Module14 Lesson2 Mastery Assignment
By: Julia Koff
Phase 1: Prosperity/Peak
- Consumers have confidence about future state of economy which leads to more purchases, therefore demand is high.
- Unemployment remains low, income is relatively high.
- Producers expand businesses to take advantage of marketplace economies, they invest.
- There are high levels of output and trade.
- CPI, GDP, and per capita GDP are high
- There is a lot of credit available to consumers so it's easy to get a loan
In this phase the economy would be very good. It would be easy to get a job because unemployment is low and it would be easy to afford things because income is high which in turn means you can buy more stuff, helping the economy out even more.
Phase 2: Recession/Contraction
- Economic downturn that lasts for 6+ months.
- Consumers postpone major purchases, only buying what they need instead of what they want, they are less confident.
- Producers slow down production output and trade decreases.
- Workforce size and wages get cut.
- Investment plans get cancelled.
- CPI, GDP, and per capita GDP decrease.
- Banks decrease credit making it harder to get a loan.
In this phase of the economy it would be harder to get by.
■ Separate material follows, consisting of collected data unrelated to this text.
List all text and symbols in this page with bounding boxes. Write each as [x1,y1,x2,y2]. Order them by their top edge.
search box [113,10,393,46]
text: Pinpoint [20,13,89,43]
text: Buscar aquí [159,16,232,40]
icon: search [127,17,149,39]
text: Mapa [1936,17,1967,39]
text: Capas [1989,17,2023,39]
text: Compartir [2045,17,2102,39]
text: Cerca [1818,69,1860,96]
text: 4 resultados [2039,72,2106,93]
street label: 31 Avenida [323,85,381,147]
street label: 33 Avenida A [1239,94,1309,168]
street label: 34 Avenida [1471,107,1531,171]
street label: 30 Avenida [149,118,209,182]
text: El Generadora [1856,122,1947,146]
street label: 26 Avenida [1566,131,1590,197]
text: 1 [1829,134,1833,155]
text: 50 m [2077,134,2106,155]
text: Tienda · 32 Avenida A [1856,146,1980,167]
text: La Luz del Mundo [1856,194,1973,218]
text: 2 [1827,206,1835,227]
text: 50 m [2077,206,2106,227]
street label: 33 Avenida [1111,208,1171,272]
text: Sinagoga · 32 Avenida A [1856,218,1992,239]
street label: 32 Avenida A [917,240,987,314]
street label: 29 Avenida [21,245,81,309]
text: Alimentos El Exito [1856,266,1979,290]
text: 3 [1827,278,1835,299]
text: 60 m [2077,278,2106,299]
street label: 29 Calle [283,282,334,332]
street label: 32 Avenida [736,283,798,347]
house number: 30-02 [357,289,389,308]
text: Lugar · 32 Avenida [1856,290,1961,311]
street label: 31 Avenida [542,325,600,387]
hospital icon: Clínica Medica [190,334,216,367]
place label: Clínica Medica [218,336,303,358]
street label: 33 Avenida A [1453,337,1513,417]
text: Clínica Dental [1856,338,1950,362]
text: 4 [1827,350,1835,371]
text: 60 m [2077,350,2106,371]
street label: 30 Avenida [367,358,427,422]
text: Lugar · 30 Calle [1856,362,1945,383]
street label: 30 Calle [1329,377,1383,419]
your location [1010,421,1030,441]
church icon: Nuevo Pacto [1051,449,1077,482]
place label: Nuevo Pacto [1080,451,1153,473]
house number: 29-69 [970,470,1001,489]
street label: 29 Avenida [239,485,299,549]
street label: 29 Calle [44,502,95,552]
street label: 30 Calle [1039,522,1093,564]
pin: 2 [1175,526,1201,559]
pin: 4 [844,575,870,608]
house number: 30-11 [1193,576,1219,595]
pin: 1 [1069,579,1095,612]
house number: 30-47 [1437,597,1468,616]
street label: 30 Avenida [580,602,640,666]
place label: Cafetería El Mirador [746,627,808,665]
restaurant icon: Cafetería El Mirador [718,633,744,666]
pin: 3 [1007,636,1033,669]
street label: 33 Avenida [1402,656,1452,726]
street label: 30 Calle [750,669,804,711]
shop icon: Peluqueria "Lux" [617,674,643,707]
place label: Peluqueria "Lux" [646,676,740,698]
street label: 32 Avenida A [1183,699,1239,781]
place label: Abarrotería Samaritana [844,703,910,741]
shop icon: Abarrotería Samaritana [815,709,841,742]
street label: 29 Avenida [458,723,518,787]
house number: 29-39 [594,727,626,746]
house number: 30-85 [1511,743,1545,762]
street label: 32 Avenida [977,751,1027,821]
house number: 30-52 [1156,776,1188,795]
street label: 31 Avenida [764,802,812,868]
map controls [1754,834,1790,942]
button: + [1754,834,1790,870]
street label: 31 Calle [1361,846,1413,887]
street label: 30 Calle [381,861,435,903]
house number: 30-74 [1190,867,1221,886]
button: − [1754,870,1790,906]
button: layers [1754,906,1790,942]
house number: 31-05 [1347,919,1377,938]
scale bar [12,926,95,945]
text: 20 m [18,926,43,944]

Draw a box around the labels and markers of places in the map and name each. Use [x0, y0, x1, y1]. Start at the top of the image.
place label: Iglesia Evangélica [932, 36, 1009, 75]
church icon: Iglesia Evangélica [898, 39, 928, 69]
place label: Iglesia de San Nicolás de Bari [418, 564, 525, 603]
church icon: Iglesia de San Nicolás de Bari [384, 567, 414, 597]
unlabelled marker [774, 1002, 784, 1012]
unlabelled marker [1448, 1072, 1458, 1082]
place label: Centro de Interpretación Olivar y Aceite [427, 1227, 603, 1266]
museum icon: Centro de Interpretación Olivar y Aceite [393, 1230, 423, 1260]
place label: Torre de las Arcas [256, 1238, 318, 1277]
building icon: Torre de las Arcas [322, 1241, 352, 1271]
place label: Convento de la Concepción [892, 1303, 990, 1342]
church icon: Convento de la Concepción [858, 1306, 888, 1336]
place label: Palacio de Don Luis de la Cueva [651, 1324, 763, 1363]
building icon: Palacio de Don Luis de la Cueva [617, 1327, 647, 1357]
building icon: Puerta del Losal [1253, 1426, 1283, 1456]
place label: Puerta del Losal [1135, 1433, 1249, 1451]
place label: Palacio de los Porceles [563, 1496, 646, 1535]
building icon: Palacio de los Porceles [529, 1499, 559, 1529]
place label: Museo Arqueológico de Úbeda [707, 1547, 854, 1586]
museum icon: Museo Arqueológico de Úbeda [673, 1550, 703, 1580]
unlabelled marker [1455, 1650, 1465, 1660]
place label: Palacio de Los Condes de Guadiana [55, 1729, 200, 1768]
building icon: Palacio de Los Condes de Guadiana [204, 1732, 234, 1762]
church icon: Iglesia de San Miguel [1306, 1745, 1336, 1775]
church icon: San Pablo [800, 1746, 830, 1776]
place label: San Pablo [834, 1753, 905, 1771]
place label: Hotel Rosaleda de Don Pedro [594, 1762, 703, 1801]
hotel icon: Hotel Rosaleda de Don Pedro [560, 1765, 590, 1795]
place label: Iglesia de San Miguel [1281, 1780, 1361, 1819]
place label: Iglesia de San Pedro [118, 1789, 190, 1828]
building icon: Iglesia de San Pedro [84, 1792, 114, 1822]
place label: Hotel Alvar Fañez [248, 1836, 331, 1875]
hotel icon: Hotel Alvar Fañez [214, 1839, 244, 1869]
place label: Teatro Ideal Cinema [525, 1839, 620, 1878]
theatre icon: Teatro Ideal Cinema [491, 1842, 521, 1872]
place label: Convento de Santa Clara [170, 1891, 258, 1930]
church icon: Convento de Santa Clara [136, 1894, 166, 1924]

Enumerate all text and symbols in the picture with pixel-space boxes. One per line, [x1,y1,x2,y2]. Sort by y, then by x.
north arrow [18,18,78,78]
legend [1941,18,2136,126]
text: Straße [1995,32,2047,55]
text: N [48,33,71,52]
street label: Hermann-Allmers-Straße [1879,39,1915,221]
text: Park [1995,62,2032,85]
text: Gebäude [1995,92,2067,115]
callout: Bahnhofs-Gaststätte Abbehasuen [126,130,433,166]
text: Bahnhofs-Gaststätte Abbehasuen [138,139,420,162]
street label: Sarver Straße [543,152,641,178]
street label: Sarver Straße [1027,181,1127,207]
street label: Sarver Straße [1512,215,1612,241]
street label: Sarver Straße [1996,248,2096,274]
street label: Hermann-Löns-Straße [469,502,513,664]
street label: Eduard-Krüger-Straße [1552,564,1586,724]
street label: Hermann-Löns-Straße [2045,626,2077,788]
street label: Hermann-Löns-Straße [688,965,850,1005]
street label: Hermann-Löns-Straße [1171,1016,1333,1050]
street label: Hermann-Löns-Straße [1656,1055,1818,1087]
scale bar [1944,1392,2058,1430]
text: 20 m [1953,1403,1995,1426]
It would be harder to find a job and you would only purchase things that you absolutely needed, and even then that could be difficult since loans would be harder to get. It would impact my life because I wouldn't have enough money to do fun stuff like go shopping.
Phase 3: Depression/Trough
- Recession that downward spirals into a depression.
- Decrease in employment and consumer spending.
- Unemployment is extremely high, income is low.
- Producers will create less goods, low output, because there are fewer people able to buy goods.
- Trade and investment are at a low.
- CPI, GDP, and per capita GDP are at their lowest points.
- Banks decrease credit further making it even more difficult to get a loan.
In this phase of the economy, living conditions would be very difficult. It would be very hard to get a job and pay the bills. Simply getting by would be a struggle. It would be hard to do anything except fulfill the most basic needs.
Phase 4: Recovery/Expansion
- Consumer spending and confidence increases, buying needs and wants.
- Unemployment decreases because business seek additional workers to create more goods and services (output increases) once spending increases.
- Businesses invest and trade more.
- CPI, GDP, and per capita GDP begin to increase again.
- Banks begin to expand credit, making it easier to get a loan.
In this phase of the economy, individuals would start to feel relief because they can start to get jobs and make money. They can enjoy spending without worrying where the money is coming from because they will have jobs and there will be plenty of goods and services.